• **Exercise**
Which lines in the entries below contain the string "positions"? Show each of them in full.

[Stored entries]
- - - - - - -

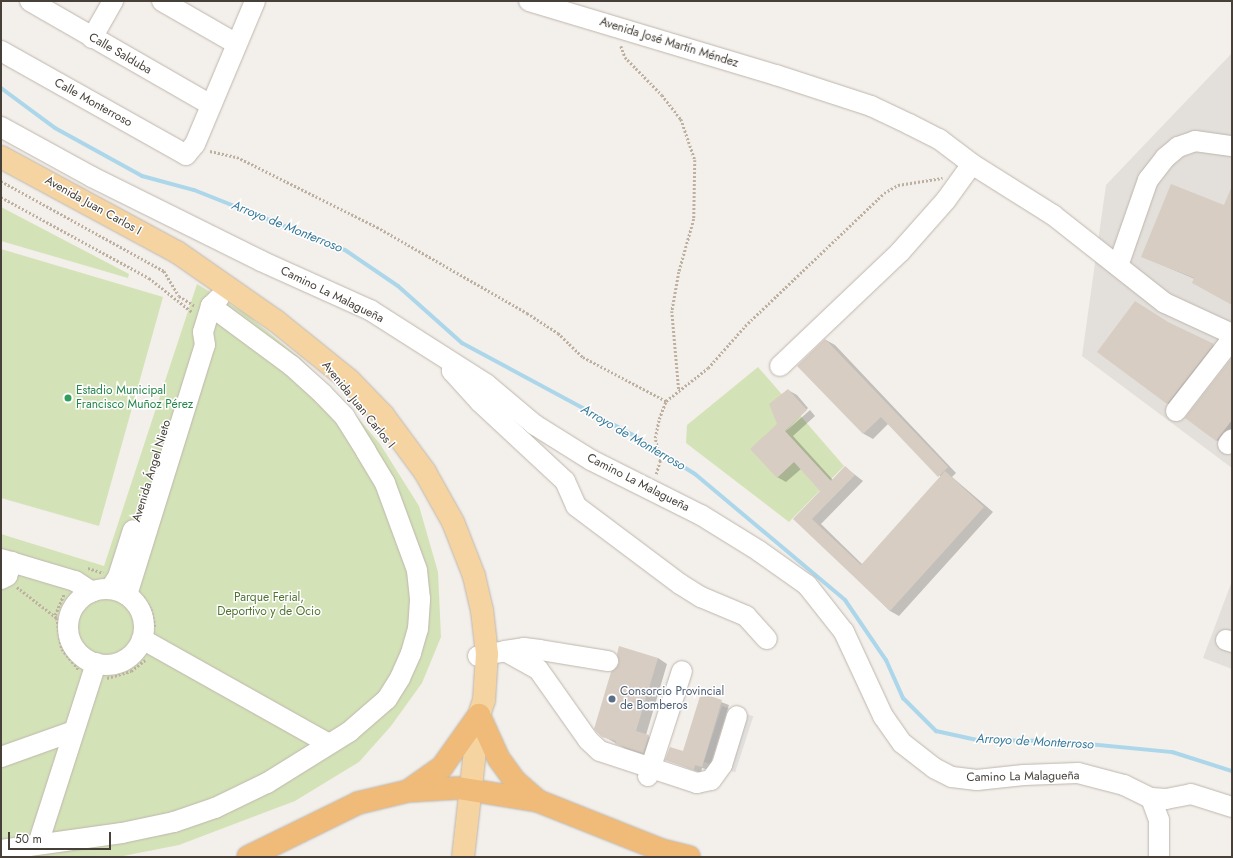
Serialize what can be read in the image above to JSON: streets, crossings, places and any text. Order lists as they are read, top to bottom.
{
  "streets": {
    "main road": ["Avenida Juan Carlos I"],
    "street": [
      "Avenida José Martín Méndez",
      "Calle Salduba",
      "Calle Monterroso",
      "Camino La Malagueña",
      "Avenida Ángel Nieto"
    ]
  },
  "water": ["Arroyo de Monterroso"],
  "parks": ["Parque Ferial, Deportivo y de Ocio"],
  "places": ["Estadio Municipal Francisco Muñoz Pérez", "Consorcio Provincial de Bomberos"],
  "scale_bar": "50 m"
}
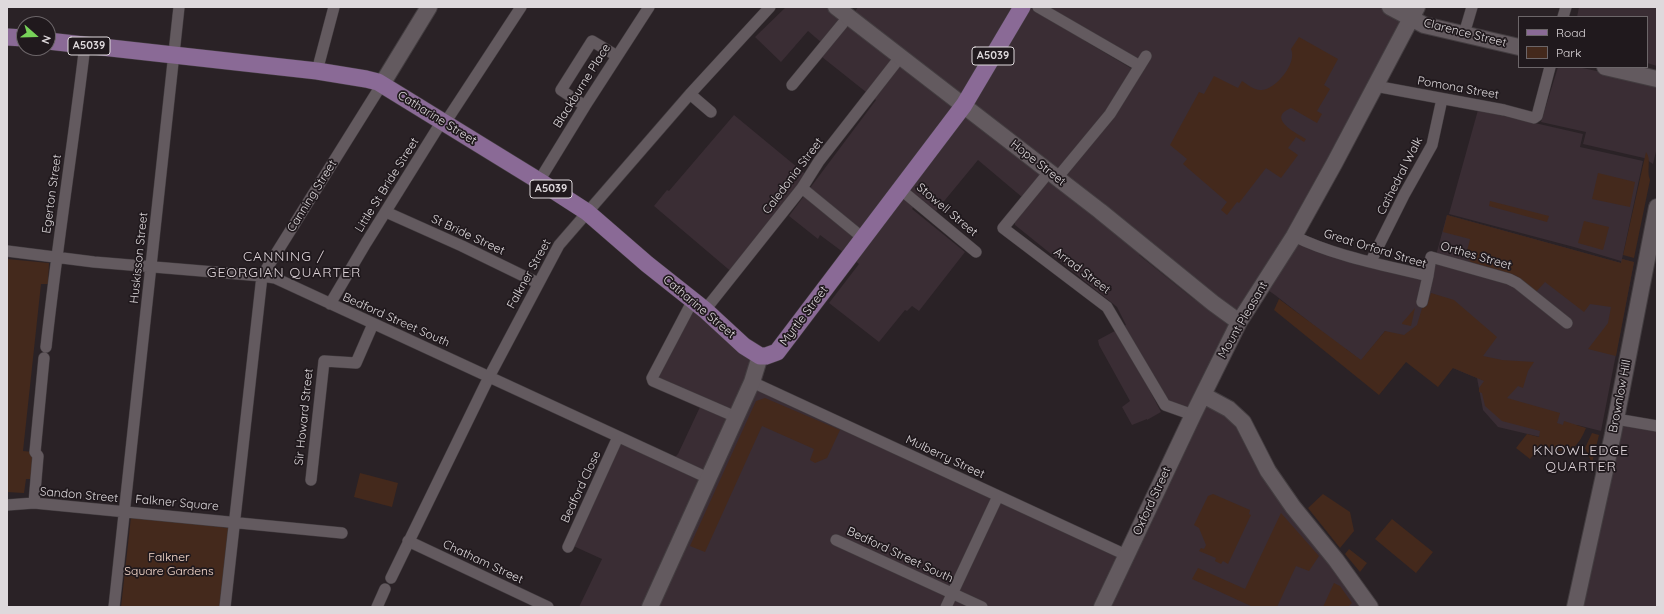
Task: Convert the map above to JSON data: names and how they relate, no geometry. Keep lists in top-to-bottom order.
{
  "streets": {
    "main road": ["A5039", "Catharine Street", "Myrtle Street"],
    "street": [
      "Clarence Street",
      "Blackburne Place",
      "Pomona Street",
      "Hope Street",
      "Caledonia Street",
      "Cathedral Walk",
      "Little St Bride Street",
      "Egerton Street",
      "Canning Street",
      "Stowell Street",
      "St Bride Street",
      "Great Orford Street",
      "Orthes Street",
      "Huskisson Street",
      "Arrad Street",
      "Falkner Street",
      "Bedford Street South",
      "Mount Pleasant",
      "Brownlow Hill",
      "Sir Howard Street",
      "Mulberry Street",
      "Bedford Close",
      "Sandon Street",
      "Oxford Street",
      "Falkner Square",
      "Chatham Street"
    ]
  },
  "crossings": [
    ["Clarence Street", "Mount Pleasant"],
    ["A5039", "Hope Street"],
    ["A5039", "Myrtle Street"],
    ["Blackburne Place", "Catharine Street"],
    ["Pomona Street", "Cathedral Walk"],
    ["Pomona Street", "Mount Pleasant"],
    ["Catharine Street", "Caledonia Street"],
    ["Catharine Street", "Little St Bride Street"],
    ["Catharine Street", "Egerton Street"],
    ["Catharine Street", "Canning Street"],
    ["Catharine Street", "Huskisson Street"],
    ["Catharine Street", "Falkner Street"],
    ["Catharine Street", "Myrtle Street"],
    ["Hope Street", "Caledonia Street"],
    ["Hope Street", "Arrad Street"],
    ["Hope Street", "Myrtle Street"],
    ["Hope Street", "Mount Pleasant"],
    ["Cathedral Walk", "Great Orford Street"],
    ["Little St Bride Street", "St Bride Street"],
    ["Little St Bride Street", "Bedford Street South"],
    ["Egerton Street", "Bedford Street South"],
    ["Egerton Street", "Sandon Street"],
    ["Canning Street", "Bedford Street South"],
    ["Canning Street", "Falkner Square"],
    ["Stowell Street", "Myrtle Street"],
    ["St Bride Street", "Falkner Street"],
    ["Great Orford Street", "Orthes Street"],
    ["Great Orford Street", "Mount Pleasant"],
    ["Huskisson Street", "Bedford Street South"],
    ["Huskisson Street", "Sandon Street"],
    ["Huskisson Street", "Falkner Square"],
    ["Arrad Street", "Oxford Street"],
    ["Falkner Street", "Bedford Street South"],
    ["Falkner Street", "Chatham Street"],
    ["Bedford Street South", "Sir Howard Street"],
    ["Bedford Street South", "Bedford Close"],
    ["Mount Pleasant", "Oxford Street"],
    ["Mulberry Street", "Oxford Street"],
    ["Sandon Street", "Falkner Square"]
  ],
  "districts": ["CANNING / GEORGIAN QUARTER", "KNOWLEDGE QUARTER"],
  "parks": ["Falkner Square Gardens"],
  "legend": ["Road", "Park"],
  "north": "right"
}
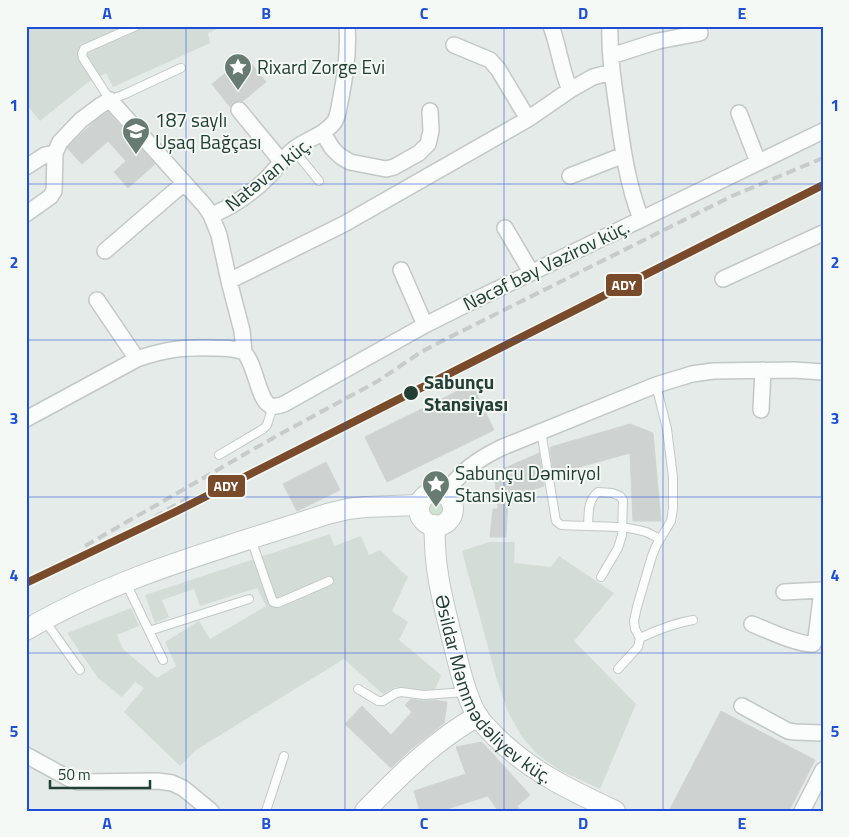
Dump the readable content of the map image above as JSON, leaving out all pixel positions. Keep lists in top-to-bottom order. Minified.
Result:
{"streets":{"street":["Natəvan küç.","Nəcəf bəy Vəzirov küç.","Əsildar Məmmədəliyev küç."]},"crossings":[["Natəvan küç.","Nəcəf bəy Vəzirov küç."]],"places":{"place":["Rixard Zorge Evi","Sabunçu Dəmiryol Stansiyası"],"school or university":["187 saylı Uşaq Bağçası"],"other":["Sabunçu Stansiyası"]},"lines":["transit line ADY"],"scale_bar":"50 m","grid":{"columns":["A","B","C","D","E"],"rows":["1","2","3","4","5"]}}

- - - - - - -

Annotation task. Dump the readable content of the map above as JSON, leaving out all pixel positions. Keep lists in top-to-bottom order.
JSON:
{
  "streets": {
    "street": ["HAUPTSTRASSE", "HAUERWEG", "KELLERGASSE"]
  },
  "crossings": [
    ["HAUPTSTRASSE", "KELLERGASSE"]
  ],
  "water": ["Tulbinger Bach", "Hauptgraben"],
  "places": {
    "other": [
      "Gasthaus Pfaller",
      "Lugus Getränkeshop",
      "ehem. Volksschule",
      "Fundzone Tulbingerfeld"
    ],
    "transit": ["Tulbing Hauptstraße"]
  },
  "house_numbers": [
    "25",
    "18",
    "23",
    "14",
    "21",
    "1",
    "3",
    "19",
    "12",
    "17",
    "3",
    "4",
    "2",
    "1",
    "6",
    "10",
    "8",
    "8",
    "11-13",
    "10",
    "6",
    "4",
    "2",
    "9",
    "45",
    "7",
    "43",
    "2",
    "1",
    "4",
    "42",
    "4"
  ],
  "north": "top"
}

- - - - - - -

• **Your solution**
Dump the readable content of the map image above as JSON, leaving out all pixel positions. Keep lists in top-to-bottom order. Minified.
Annotation task. Dump the readable content of the map above as JSON, leaving out all pixel positions. Keep lists in top-to-bottom order.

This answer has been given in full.